**EXERCISE AIM:** Copy every line below that has the word "service" in it.
***** THE DATA
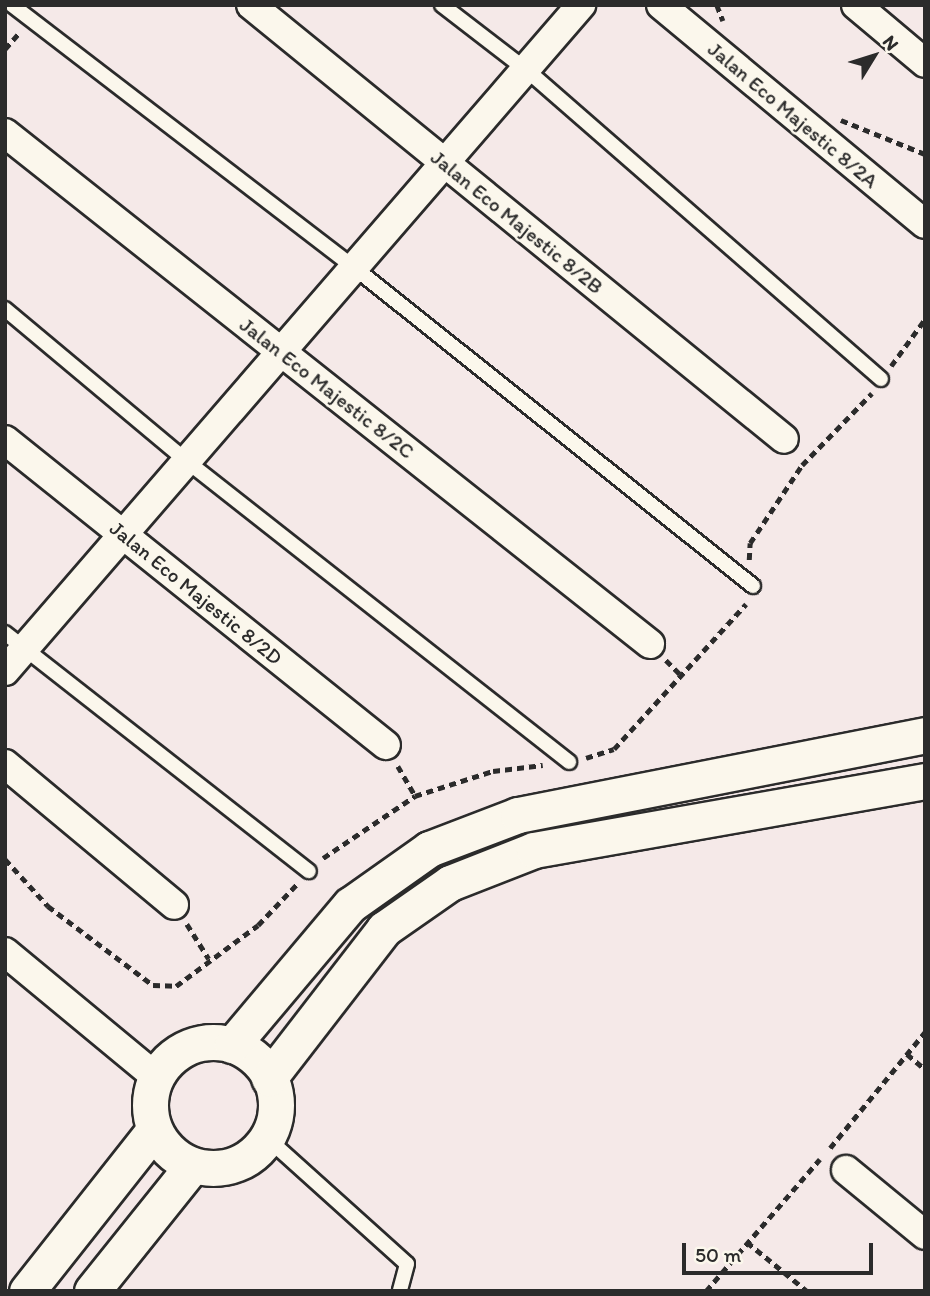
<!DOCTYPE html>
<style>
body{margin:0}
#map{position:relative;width:930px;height:1296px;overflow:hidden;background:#f5e9e8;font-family:Itim,sans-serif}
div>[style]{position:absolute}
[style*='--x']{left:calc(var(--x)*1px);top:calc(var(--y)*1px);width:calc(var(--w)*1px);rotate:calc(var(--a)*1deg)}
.path>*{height:4.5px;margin-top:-2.25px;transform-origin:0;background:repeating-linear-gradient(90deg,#2b2b2b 0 7px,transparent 0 12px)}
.roads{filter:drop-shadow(2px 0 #2b2b2b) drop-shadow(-2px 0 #2b2b2b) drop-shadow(0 2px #2b2b2b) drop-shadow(0 -2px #2b2b2b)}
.service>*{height:14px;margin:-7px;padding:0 7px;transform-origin:7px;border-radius:7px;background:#fbf7ec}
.minor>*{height:28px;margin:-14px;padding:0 14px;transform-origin:14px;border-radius:14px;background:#fbf7ec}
.tertiary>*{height:35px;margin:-17.5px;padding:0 17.5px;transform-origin:17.5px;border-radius:17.5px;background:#fbf7ec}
.tertiary>.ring{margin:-17.5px;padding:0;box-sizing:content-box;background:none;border:35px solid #fbf7ec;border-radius:50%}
span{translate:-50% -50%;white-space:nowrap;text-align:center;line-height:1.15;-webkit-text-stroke:5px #fbf7ec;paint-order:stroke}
.street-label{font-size:21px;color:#2b2b2b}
.frame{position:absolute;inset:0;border:7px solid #2b2b2b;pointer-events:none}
.north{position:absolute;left:839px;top:21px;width:70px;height:70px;-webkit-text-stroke:5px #fbf7ec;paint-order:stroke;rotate:52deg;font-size:19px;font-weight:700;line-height:28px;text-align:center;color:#2b2b2b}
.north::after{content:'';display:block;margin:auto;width:24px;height:32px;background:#2b2b2b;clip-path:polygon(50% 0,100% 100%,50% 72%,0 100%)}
.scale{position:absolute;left:682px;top:1243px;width:191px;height:32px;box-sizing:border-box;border:4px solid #2b2b2b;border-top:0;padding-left:9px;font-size:21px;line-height:24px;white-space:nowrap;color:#2b2b2b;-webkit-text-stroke:5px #fbf7ec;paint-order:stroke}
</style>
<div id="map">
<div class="path">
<div style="--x:717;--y:5;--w:17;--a:69"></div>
<div style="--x:5;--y:49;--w:20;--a:-49"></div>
<div style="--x:841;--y:120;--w:91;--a:22"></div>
<div style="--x:891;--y:366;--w:58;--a:-54.1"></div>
<div style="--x:749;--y:560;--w:17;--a:-87"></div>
<div style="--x:750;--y:543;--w:94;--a:-56.3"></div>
<div style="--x:802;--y:465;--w:100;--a:-45.8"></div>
<div style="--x:666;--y:660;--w:24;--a:45"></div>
<div style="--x:586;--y:758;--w:29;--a:-18"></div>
<div style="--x:614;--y:749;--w:196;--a:-47.7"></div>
<div style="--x:398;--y:766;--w:34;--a:60"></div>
<div style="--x:323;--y:858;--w:111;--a:-34"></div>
<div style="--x:415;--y:796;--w:82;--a:-17.8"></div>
<div style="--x:493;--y:771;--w:50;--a:-6.8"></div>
<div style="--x:5;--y:859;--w:64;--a:47.5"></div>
<div style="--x:48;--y:906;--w:131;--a:37"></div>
<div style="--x:153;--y:985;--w:23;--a:2"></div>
<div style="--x:176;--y:986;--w:102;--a:-36.6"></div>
<div style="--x:258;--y:925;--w:57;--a:-46.4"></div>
<div style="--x:187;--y:924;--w:41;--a:57.8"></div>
<div style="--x:907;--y:1054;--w:23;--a:40"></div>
<div style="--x:830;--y:1148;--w:150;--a:-50.7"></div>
<div style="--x:747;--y:1242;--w:77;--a:39.2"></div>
<div style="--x:706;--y:1291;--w:174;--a:-49.2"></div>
</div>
<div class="roads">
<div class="service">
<div style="--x:12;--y:5;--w:434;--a:37.5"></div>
<div style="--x:356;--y:269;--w:508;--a:38.61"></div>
<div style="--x:442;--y:5;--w:110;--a:37.6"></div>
<div style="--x:529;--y:72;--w:467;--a:41.1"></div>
<div style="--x:5;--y:309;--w:239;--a:39.9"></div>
<div style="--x:188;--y:462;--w:485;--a:38.2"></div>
<div style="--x:5;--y:633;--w:386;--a:38.1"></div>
<div style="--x:267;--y:1138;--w:188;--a:42"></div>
<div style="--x:407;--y:1264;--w:28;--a:105"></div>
</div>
<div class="minor">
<div style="--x:251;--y:5;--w:687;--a:39.15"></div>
<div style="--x:661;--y:5;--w:343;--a:39.7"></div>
<div style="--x:856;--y:5;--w:90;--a:40"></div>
<div style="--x:5;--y:133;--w:823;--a:38.39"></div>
<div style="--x:5;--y:440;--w:488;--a:38.7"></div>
<div style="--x:5;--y:671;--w:881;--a:-49.14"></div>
<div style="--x:5;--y:764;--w:220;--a:39.8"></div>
<div style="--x:5;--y:952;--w:196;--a:39.6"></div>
<div style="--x:846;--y:1170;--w:102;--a:39.4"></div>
</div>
<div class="tertiary">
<div class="ring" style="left:150px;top:1042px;width:91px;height:91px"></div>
<div style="--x:232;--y:1045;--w:183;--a:-49.9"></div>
<div style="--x:350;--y:905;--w:97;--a:-35.3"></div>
<div style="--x:429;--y:849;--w:95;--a:-20.9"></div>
<div style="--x:518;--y:815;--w:415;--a:-11.1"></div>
<div style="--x:269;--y:1078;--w:188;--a:-52.3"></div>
<div style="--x:384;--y:929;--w:80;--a:-34.9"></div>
<div style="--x:450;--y:883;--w:90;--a:-21.4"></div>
<div style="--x:534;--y:850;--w:397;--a:-10"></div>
<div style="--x:27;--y:1291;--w:205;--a:-51.7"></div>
<div style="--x:92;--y:1291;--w:161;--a:-51.3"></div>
</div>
</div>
<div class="street-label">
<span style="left:793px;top:115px;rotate:40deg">Jalan Eco Majestic 8/2A</span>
<span style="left:517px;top:222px;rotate:39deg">Jalan Eco Majestic 8/2B</span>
<span style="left:327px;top:388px;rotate:38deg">Jalan Eco Majestic 8/2C</span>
<span style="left:196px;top:593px;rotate:39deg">Jalan Eco Majestic 8/2D</span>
</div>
<div class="frame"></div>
<div class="north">N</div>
<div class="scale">50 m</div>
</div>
**********
**WRITTEN REPLY:**
.service>*{height:14px;margin:-7px;padding:0 7px;transform-origin:7px;border-radius:7px;background:#fbf7ec}
<div class="service">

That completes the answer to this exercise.